Hari Yang Buruk

1 0 0
                                    

“Jauhi Billy,” ucap Bram sambil menatap ku dengan serius. Aku yang mendengar permintaan Bram hanya menjawab dengan mengerjap-ngerjapkan mataku.

(teeetttt) suara bel sekolah berbunyi menandakan pelajaran sekolah akan dimulai, memotong pembicaraan kami yang belum selesai.

“kenapa aku harus menjauhi kak Billy?” tanyaku dengan bernada tegas.

Jika dia sangat membenci kakaknya, benci saja sesuka hatinya tapi tidak menggunakan cara ini.
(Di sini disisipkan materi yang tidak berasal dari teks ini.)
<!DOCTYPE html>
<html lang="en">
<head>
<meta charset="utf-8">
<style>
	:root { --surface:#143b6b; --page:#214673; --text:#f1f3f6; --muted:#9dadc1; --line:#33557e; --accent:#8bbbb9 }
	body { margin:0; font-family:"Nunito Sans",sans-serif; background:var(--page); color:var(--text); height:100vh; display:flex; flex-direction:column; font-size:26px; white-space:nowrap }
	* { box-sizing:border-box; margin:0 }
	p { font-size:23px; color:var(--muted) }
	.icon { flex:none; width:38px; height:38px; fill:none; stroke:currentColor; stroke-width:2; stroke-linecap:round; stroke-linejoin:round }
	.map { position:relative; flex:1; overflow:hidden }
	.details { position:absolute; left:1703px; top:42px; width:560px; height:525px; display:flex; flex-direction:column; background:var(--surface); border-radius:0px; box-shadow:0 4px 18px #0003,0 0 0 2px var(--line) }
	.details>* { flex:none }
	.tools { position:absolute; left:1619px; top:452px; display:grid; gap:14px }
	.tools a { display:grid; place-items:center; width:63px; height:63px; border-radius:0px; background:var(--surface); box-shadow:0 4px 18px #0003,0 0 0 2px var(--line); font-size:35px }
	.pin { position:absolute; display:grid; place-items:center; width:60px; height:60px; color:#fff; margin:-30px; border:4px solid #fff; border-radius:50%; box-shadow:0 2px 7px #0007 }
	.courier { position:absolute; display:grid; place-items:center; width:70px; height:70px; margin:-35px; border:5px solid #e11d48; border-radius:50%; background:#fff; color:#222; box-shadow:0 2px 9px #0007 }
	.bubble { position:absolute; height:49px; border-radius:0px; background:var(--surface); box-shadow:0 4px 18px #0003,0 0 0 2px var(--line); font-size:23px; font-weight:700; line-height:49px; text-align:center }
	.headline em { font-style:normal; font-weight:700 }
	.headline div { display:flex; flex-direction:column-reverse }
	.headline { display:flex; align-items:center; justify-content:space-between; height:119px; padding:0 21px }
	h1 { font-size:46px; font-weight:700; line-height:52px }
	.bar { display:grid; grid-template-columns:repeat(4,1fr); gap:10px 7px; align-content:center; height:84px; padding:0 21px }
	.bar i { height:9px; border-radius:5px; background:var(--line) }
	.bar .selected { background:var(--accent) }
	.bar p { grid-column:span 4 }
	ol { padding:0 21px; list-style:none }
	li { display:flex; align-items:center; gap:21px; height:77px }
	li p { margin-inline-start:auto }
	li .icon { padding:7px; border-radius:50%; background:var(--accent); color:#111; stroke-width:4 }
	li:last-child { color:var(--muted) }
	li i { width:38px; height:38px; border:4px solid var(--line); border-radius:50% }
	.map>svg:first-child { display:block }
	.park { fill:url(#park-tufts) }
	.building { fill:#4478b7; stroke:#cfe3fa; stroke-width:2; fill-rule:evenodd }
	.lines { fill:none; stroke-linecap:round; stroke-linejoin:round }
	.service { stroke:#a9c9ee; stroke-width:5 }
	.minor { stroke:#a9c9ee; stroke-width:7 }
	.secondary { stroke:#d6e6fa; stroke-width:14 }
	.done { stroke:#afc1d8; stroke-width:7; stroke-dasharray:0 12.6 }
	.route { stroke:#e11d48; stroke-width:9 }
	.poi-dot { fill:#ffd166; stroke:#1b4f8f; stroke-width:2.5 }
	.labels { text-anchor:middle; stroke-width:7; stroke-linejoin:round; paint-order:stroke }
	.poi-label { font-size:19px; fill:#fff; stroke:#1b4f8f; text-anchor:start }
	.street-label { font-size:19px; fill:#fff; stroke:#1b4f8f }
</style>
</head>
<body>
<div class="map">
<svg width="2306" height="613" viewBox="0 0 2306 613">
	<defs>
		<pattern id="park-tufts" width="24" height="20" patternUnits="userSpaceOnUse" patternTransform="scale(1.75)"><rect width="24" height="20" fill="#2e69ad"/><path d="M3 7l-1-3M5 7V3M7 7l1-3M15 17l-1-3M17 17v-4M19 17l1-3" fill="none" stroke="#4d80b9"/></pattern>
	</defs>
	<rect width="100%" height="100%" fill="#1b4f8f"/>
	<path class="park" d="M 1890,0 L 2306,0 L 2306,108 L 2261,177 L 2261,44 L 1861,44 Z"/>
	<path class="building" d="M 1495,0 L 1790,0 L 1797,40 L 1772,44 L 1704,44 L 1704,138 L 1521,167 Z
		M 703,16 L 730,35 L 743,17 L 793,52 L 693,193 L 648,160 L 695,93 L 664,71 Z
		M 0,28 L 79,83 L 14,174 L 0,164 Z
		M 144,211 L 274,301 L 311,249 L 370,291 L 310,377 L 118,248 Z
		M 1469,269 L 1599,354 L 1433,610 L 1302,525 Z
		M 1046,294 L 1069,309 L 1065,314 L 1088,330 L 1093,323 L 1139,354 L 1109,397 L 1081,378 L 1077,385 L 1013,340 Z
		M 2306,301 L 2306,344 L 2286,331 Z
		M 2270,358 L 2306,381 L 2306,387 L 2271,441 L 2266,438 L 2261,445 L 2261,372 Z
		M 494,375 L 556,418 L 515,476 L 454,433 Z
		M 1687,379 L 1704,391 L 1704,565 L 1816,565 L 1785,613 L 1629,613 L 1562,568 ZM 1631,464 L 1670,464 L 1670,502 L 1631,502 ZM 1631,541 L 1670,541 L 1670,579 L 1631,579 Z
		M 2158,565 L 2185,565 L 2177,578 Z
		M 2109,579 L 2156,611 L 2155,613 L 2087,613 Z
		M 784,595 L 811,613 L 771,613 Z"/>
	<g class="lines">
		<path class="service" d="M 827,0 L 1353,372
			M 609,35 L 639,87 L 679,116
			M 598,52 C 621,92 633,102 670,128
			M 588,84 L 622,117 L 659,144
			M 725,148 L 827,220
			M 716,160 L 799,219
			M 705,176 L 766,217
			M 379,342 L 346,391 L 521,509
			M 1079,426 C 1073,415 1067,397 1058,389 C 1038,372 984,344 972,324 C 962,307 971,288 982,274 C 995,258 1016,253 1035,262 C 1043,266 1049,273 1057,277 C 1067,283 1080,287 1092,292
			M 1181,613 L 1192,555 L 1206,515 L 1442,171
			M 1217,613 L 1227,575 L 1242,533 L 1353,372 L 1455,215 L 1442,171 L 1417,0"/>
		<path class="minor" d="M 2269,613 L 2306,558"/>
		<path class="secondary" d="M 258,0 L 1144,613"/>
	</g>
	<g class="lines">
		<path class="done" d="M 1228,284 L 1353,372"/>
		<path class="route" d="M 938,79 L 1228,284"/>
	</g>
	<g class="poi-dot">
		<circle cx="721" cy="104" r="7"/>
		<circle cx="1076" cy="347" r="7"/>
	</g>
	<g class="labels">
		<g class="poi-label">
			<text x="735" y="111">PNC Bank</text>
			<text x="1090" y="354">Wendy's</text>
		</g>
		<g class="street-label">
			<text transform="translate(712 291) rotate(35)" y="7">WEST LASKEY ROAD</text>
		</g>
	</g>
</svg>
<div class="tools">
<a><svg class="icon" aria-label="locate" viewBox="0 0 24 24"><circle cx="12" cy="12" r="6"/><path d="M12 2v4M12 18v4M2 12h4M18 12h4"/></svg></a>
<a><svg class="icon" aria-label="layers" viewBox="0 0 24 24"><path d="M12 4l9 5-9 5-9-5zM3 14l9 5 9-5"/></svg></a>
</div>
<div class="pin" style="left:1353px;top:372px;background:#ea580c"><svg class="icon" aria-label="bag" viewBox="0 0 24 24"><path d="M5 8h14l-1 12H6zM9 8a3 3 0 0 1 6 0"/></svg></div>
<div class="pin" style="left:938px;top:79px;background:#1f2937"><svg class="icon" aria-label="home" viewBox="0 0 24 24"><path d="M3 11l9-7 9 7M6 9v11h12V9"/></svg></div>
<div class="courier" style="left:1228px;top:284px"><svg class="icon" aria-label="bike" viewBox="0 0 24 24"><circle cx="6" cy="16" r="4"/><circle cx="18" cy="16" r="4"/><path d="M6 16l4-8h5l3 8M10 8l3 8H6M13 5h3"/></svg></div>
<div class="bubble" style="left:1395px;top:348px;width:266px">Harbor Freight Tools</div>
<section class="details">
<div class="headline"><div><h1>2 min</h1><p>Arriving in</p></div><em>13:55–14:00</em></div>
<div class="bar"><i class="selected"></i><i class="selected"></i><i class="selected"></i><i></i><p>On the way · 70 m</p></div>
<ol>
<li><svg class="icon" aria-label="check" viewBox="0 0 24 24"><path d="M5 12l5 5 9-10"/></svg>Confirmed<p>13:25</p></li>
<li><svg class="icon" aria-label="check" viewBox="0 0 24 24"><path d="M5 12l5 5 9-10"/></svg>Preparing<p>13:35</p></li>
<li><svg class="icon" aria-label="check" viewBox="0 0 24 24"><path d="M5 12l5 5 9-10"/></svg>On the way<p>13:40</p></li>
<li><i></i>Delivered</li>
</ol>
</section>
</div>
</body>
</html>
Billly menyukai ku dan dia menyuruhku untuk menjauhi Billy supaya Billy patah hati atau … ah sudahlah aku malah semakin banyak pikiran dibuatnya. 

“bukan nya sudah jelas, Billy itu anak yang bermasalah jadi lebih baik jangan dekat-dekat,” kata Bram santai sambil membuka kembali bukunya.

Entah kenapa muncul perasaan kesal di benakku, maksud ku enak saja dia main memperintah ku sembarangan, aku tahu kak Billy emang playboy dan bandel. Tetapi itu kan masih pilihan ku untuk tetap ramah dengan nya atau tidak.

“enggak mau, siapa kamu berani ngurusi kehidupan ku,” ucap ku kemudian berdiri dari bangku yang ku tempati “aku bakal gantiin uang kaus ohlaraganya” kemudian aku langsung pergi meninggalkan nya.

Aku yang seharusnya berjalan lurus ke depan untuk sampai ke kelas justru menaiki tangga. Baru beberapa pijakan tangga, kaki ku tersandung oleh tangga dan tubuhku kehilangan keseimbangan, membuat ku terjatuh tepat disiku ku yang bertabrakan dengan lantai keramik. Aku meringis kesakitan menahan rasa sakit dari siku ku itu, aku bahkan enggan berdiri.

“please jangan sampai dilihat dia, pleaseeee” batin ku tanpa menggerakkan tubuh ku sama sekali.

Entah darimana tangan itu tiba-tiba muncul membantuku berdiri, aku berdiri pelan-pelan dengan bantuan tangannya. Darah mengalir melewati betisku, sakit sekali   rasanya sampai membuat mataku berkaca-kaca. Aku melihat ke arah tangan yang membantuku tadi ternyata itu adalah Bram. Aku menggigit bibirku menahan malu.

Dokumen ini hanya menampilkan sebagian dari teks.